Supplied entries Start Marker

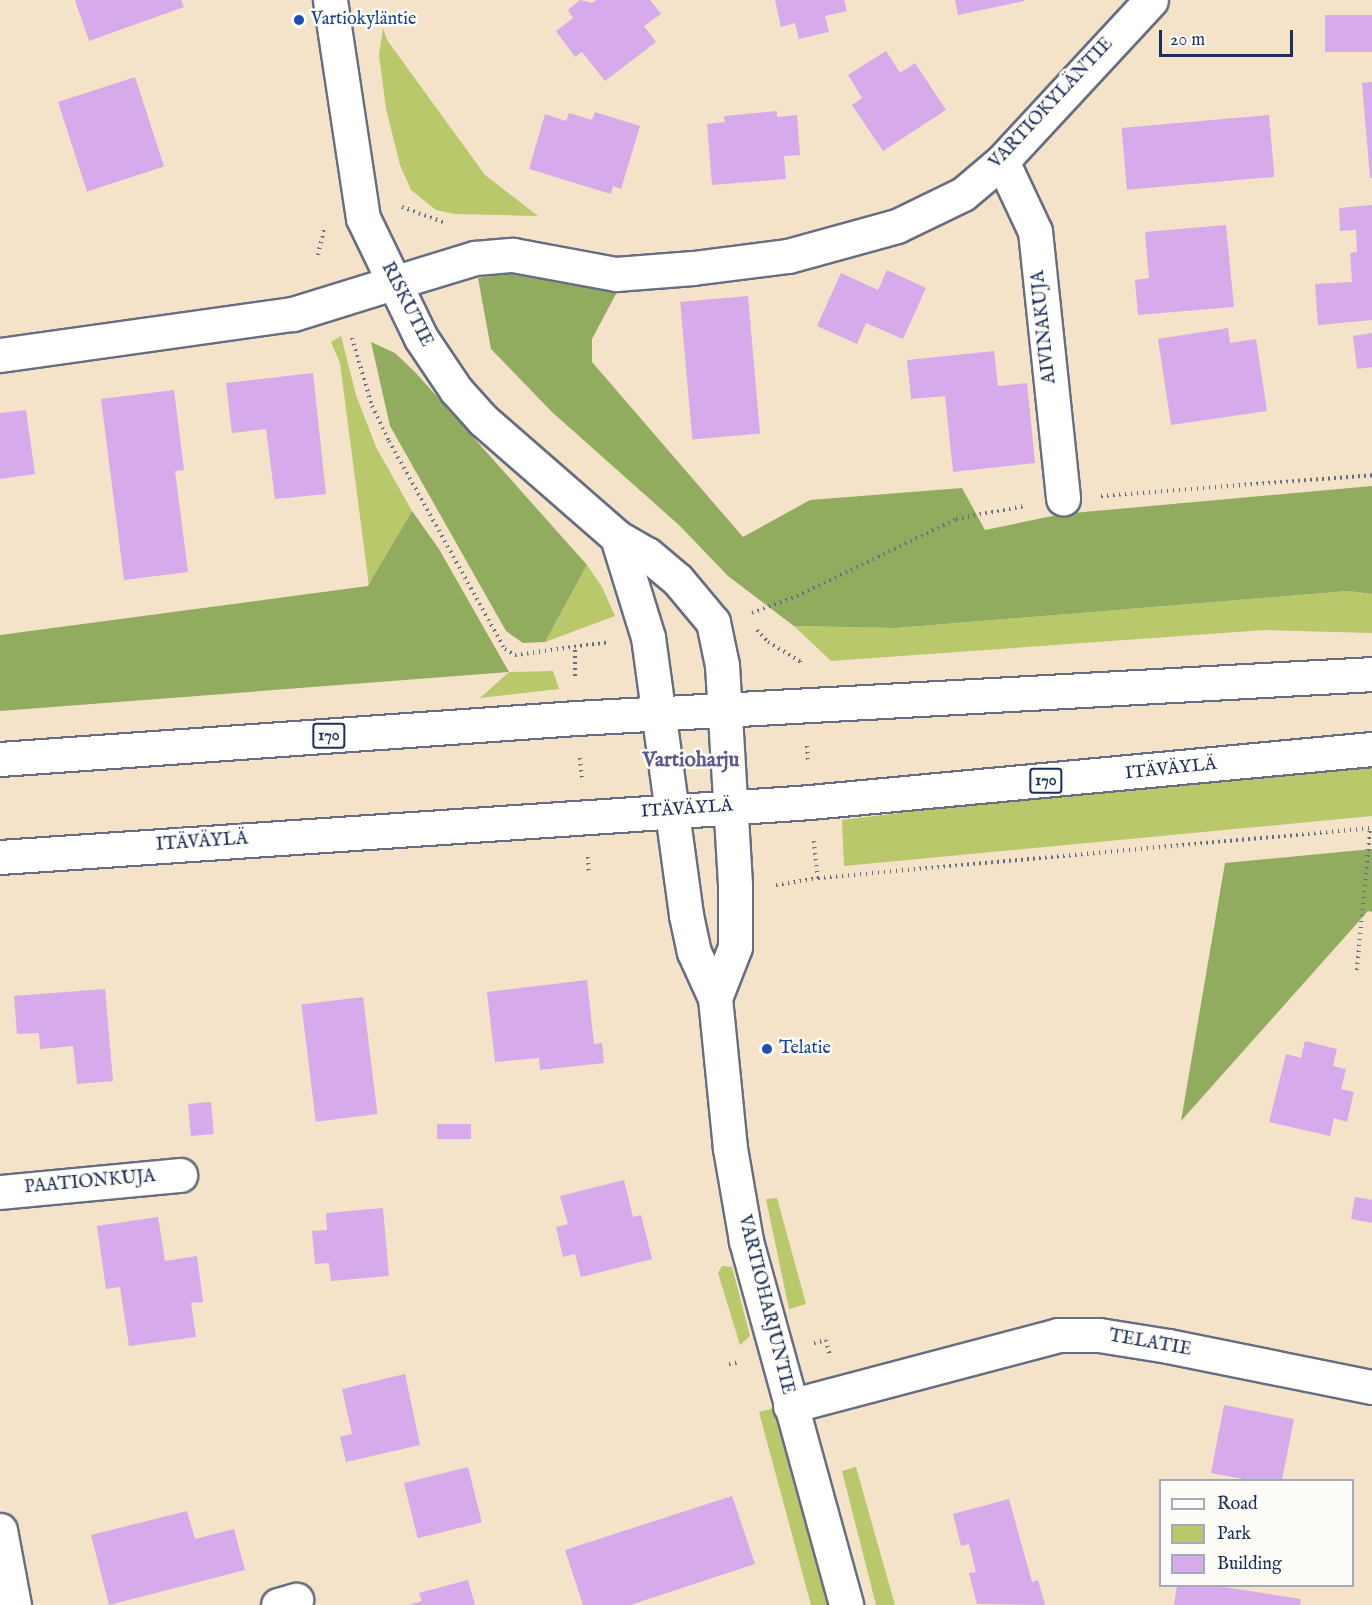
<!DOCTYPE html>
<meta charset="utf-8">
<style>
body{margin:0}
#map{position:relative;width:1372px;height:1605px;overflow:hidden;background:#f4e3c8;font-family:"IM FELL English",serif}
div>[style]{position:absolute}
.green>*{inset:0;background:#b8c86b}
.forest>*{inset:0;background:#92ac5f}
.building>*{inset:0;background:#d6aaeb;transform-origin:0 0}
.path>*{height:4px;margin-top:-2px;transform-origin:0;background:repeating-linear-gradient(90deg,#676e83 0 1.5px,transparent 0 6px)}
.roads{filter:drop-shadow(2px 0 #676e83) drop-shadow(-2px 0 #676e83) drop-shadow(0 2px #676e83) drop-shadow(0 -2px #676e83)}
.street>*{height:33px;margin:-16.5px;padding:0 16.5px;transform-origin:16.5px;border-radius:16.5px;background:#fff}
.secondary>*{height:33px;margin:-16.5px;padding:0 16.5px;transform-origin:16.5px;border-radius:16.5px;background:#fff}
.primary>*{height:33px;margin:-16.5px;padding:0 16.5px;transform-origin:16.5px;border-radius:16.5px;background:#fff}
.dots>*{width:16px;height:16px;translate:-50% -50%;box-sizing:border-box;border:3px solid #fdfcf7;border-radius:50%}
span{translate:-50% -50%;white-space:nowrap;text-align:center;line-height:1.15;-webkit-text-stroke:5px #fdfcf7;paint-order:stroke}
.shield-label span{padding:2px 4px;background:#fdfcf7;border:2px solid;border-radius:4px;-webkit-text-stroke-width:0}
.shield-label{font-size:16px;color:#1b2f5e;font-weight:700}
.transit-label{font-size:18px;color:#164399}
.left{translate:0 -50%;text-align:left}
.street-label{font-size:18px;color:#1b2f5e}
.quarter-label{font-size:21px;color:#5c5a8f;font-weight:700}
.legend{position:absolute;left:1159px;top:1479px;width:195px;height:108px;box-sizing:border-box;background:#fdfcf7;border:2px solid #a3aaba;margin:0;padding:8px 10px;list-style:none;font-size:18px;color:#1b2f5e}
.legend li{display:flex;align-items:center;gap:12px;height:30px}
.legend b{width:30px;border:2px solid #a3aaba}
.scale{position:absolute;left:1159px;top:30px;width:134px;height:27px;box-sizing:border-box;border:3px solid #1b2f5e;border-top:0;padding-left:8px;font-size:18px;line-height:21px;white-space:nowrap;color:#1b2f5e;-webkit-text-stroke:4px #fdfcf7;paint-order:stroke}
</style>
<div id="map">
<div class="green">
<div style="clip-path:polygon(383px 28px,387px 40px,485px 175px,538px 216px,455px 214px,436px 210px,411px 190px,400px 165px,386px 109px,379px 55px)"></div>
<div style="clip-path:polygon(341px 336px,356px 395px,376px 447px,412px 511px,369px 586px,340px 363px,331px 342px)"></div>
<div style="clip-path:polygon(587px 565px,602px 587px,615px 616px,545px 642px)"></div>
<div style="clip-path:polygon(1348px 591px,1372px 594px,1372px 633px,1265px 630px,831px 661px,794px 626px,896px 628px)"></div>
<div style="clip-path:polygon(553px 671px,559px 689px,480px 698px,509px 672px)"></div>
<div style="clip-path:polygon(1372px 763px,1372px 816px,844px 866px,842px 820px,1077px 791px)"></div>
<div style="clip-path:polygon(777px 1198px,806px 1304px,789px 1309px,766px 1199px)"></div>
<div style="clip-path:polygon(722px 1266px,732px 1267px,750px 1336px,740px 1345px,718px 1273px)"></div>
<div style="clip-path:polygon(774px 1408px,802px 1505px,828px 1605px,811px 1605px,759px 1412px)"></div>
<div style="clip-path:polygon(856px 1467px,876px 1538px,895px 1605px,876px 1605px,842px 1471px)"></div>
</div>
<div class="forest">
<div style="clip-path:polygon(513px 272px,618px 290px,592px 339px,592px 362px,743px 537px,810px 500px,962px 488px,985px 530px,1062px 514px,1372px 486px,1372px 594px,1348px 591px,896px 628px,794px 626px,728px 576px,680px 526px,552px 412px,491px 349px,478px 278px)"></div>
<div style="clip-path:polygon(371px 342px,395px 353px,415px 372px,587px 565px,545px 642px,523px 643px,506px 631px,390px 426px)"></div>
<div style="clip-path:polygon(412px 511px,439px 549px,509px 672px,0 711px,0 635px,368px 586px)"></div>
<div style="clip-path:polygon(1372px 849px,1372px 912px,1368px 911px,1181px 1121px,1225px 863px)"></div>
</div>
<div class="building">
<div style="clip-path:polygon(75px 0,181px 0,184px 7px,89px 41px)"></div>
<div style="clip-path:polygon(580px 0,592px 3px,596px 0,650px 0,661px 14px,644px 26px,656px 42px,605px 81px,582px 52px,575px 57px,556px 31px,573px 18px,568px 10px)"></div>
<div style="clip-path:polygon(775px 0,844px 0,847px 11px,825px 16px,829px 32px,799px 39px,795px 23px,781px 27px)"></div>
<div style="clip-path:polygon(955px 0,1024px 0,1024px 1px,958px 15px)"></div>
<div style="left:1372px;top:15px;width:37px;height:47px;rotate:90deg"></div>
<div style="clip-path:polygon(886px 51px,900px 73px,915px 63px,946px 110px,883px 151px,852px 105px,862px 98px,848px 75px)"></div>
<div style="left:135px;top:77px;width:94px;height:81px;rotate:72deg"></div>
<div style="clip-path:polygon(1372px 82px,1372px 178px,1370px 178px,1362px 83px)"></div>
<div style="clip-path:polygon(777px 111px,777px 117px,797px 115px,800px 155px,784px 156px,786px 179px,712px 185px,707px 124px,725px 122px,724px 116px)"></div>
<div style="clip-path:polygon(595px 112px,640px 126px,621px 189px,613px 186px,611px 194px,529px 169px,545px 114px,566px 121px,569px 113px,592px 120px)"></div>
<div style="left:1269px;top:115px;width:62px;height:148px;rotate:85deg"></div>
<div style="clip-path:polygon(1372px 205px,1372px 320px,1318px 325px,1315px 284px,1352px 282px,1350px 253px,1357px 252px,1356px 230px,1340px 231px,1339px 208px)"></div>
<div style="clip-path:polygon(1226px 225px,1234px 307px,1138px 315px,1135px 280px,1149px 278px,1145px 232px)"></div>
<div style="clip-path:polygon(887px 270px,926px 288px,903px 339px,866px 323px,857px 344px,817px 326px,841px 273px,878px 290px)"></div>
<div style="left:748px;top:296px;width:138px;height:68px;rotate:85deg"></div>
<div style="clip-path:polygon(1228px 328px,1230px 343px,1256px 339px,1267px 411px,1171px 425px,1158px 339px)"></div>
<div style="clip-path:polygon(1372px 333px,1372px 367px,1357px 369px,1353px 336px)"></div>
<div style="clip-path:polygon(994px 351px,998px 386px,1027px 383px,1035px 463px,953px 472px,945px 396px,911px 399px,907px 360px)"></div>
<div style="clip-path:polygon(313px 373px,326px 494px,275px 499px,266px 429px,232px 433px,226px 383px)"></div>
<div style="clip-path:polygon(174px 390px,184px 470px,175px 471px,188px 572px,124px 580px,101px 399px)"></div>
<div style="clip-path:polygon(26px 410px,35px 474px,0 479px,0 413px)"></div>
<div style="clip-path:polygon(587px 980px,594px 1044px,602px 1043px,604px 1063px,540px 1070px,539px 1058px,495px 1062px,487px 992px)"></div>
<div style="clip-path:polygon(105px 989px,113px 1081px,77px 1084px,73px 1046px,40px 1049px,39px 1033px,17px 1034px,14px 996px)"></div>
<div style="left:363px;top:997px;width:118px;height:62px;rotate:83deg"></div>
<div style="clip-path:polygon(1305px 1041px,1337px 1049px,1333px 1066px,1346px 1069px,1341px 1089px,1354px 1092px,1347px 1122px,1334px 1118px,1330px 1136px,1269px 1122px,1286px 1054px,1301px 1058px)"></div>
<div style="left:211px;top:1102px;width:32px;height:23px;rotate:85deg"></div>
<div style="left:437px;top:1124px;width:34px;height:15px"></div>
<div style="clip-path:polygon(624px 1180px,633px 1217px,641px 1215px,652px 1259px,581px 1277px,575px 1254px,563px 1257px,556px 1227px,568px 1224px,560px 1196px)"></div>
<div style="clip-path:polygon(1355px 1197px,1372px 1200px,1372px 1223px,1351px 1219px)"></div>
<div style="clip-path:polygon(383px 1208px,389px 1276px,331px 1281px,329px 1263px,315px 1264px,312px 1231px,327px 1230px,326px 1213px)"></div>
<div style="clip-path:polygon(158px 1217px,165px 1261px,197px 1256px,203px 1302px,191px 1303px,196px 1337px,129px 1346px,120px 1287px,106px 1289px,97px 1226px)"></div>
<div style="clip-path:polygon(405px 1374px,420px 1445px,346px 1462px,340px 1437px,352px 1434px,342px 1389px)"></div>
<div style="clip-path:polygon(1224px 1405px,1294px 1419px,1282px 1480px,1248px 1480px,1211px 1473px)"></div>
<div style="left:468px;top:1467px;width:57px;height:66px;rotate:76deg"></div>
<div style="clip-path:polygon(732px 1496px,755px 1564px,630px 1605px,583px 1605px,565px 1550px)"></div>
<div style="clip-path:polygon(1009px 1499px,1032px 1582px,1038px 1580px,1045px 1605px,977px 1604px,969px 1573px,976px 1572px,969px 1544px,961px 1546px,953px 1514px)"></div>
<div style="clip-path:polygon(187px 1511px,195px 1539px,234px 1529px,245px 1570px,109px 1605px,91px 1535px)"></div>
<div style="clip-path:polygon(468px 1580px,475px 1605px,409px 1605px,422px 1601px,419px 1593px)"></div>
<div style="clip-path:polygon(1177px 1586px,1218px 1586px,1301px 1599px,1300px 1605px,1174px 1605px)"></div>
</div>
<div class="path">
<div style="left:402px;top:207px;width:47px;rotate:20deg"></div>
<div style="left:318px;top:255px;width:26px;rotate:-77deg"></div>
<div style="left:352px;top:338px;width:71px;rotate:73.6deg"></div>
<div style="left:372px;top:406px;width:39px;rotate:64deg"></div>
<div style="left:389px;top:441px;width:238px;rotate:60.9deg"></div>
<div style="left:505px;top:649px;width:12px;rotate:31deg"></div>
<div style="left:515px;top:655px;width:95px;rotate:-7.9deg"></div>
<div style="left:1101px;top:496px;width:272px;rotate:-4.4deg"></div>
<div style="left:752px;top:613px;width:48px;rotate:-20.7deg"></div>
<div style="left:797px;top:596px;width:177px;rotate:-25.8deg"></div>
<div style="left:956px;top:519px;width:70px;rotate:-10.7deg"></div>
<div style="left:757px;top:630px;width:16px;rotate:47deg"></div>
<div style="left:768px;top:642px;width:37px;rotate:31deg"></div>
<div style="left:800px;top:661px;width:5px;rotate:79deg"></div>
<div style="left:575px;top:650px;width:29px;rotate:90deg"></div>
<div style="left:807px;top:746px;width:16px;rotate:86deg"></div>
<div style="left:580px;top:758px;width:20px;rotate:84deg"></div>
<div style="left:814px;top:841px;width:37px;rotate:84deg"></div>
<div style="left:588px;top:857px;width:16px;rotate:86deg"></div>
<div style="left:776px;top:885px;width:43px;rotate:-9.5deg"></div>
<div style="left:818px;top:878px;width:556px;rotate:-5.16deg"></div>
<div style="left:1357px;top:970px;width:143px;rotate:-84.8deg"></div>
<div style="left:814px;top:1343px;width:12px;rotate:-14deg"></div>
<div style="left:826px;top:1340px;width:16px;rotate:76deg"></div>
<div style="left:729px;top:1364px;width:11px;rotate:-10deg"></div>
</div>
<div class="roads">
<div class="street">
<div style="left:1002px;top:161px;width:77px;rotate:64.8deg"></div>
<div style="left:1035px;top:231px;width:269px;rotate:84deg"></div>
<div style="left:393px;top:283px;width:86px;rotate:-17deg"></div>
<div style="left:475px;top:258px;width:38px;rotate:-5deg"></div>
<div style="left:513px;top:255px;width:105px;rotate:10.5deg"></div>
<div style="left:616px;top:274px;width:77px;rotate:-4.5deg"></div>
<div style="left:693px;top:268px;width:96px;rotate:-7.2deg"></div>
<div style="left:788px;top:256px;width:113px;rotate:-15.4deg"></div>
<div style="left:897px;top:226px;width:73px;rotate:-25.9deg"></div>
<div style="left:963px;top:194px;width:51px;rotate:-40.2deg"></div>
<div style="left:1002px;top:161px;width:219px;rotate:-47.2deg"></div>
<div style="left:0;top:1192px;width:181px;rotate:-5.4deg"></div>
<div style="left:790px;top:1406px;width:277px;rotate:-14.8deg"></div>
<div style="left:1058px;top:1335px;width:41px"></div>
<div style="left:1099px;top:1335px;width:70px;rotate:9.1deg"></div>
<div style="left:1168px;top:1346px;width:208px;rotate:11.4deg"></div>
<div style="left:0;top:1530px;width:76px;rotate:79.4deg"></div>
<div style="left:278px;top:1605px;width:19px;rotate:-16deg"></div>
</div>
<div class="secondary">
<div style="left:330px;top:0;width:220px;rotate:81.4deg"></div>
<div style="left:363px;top:218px;width:133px;rotate:64.2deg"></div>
<div style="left:421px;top:338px;width:63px;rotate:56.1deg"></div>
<div style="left:456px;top:390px;width:40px;rotate:48deg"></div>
<div style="left:483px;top:420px;width:178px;rotate:41.1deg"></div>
<div style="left:617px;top:537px;width:34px;rotate:30deg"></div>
<div style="left:647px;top:554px;width:39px;rotate:40deg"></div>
<div style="left:677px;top:579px;width:56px;rotate:50.1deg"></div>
<div style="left:713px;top:622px;width:44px;rotate:78.2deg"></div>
<div style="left:722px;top:665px;width:221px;rotate:86.6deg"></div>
<div style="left:735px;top:886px;width:61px;rotate:90deg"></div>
<div style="left:735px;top:947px;width:55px;rotate:111.4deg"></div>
<div style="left:0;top:355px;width:296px;rotate:-8deg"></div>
<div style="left:293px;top:314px;width:105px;rotate:-17.2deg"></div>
<div style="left:617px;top:537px;width:105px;rotate:72.8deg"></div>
<div style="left:648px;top:637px;width:281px;rotate:82.2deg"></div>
<div style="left:686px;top:915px;width:38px;rotate:78deg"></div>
<div style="left:694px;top:952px;width:51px;rotate:65.5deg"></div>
<div style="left:715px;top:998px;width:151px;rotate:84.3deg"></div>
<div style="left:730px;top:1148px;width:94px;rotate:80.2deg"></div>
<div style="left:746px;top:1241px;width:377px;rotate:74.6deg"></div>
</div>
<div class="primary">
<div style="left:0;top:759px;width:577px;rotate:-4.07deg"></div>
<div style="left:576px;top:718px;width:797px;rotate:-3.16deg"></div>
<div style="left:0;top:857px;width:812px;rotate:-3.88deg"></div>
<div style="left:810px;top:802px;width:564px;rotate:-5.39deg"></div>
</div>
</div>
<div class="dots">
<div style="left:299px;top:20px;background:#1a4fb4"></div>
<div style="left:767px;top:1049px;background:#1a4fb4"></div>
</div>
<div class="shield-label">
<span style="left:329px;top:736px">170</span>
<span style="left:1046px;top:781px">170</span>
</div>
<div class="transit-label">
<span class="left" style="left:311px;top:20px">Vartiokyläntie</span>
<span class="left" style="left:779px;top:1049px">Telatie</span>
</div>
<div class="street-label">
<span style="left:1052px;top:104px;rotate:-47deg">VARTIOKYLÄNTIE</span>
<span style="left:406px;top:305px;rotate:63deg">RISKUTIE</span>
<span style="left:1045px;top:327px;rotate:-96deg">AIVINAKUJA</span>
<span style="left:1171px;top:770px;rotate:-6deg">ITÄVÄYLÄ</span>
<span style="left:687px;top:810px;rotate:-4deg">ITÄVÄYLÄ</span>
<span style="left:202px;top:843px;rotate:-4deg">ITÄVÄYLÄ</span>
<span style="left:90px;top:1183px;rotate:-5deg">PAATIONKUJA</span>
<span style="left:765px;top:1305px;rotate:76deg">VARTIOHARJUNTIE</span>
<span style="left:1150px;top:1344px;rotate:10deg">TELATIE</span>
</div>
<div class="quarter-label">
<span style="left:691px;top:761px">Vartioharju</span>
</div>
<ul class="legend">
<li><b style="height:8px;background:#fff"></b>Road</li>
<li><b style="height:16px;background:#b8c86b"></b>Park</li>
<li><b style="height:16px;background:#d6aaeb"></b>Building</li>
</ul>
<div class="scale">20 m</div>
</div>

Supplied entries End Marker

### Aim of the task:
Quote the records above exactly, from the first line through the line containing "0 #676e83) drop-shadow(-2px", and leave out the pictures.

### Exercise result:
<!DOCTYPE html>
<meta charset="utf-8">
<style>
body{margin:0}
#map{position:relative;width:1372px;height:1605px;overflow:hidden;background:#f4e3c8;font-family:"IM FELL English",serif}
div>[style]{position:absolute}
.green>*{inset:0;background:#b8c86b}
.forest>*{inset:0;background:#92ac5f}
.building>*{inset:0;background:#d6aaeb;transform-origin:0 0}
.path>*{height:4px;margin-top:-2px;transform-origin:0;background:repeating-linear-gradient(90deg,#676e83 0 1.5px,transparent 0 6px)}
.roads{filter:drop-shadow(2px 0 #676e83) drop-shadow(-2px 0 #676e83) drop-shadow(0 2px #676e83) drop-shadow(0 -2px #676e83)}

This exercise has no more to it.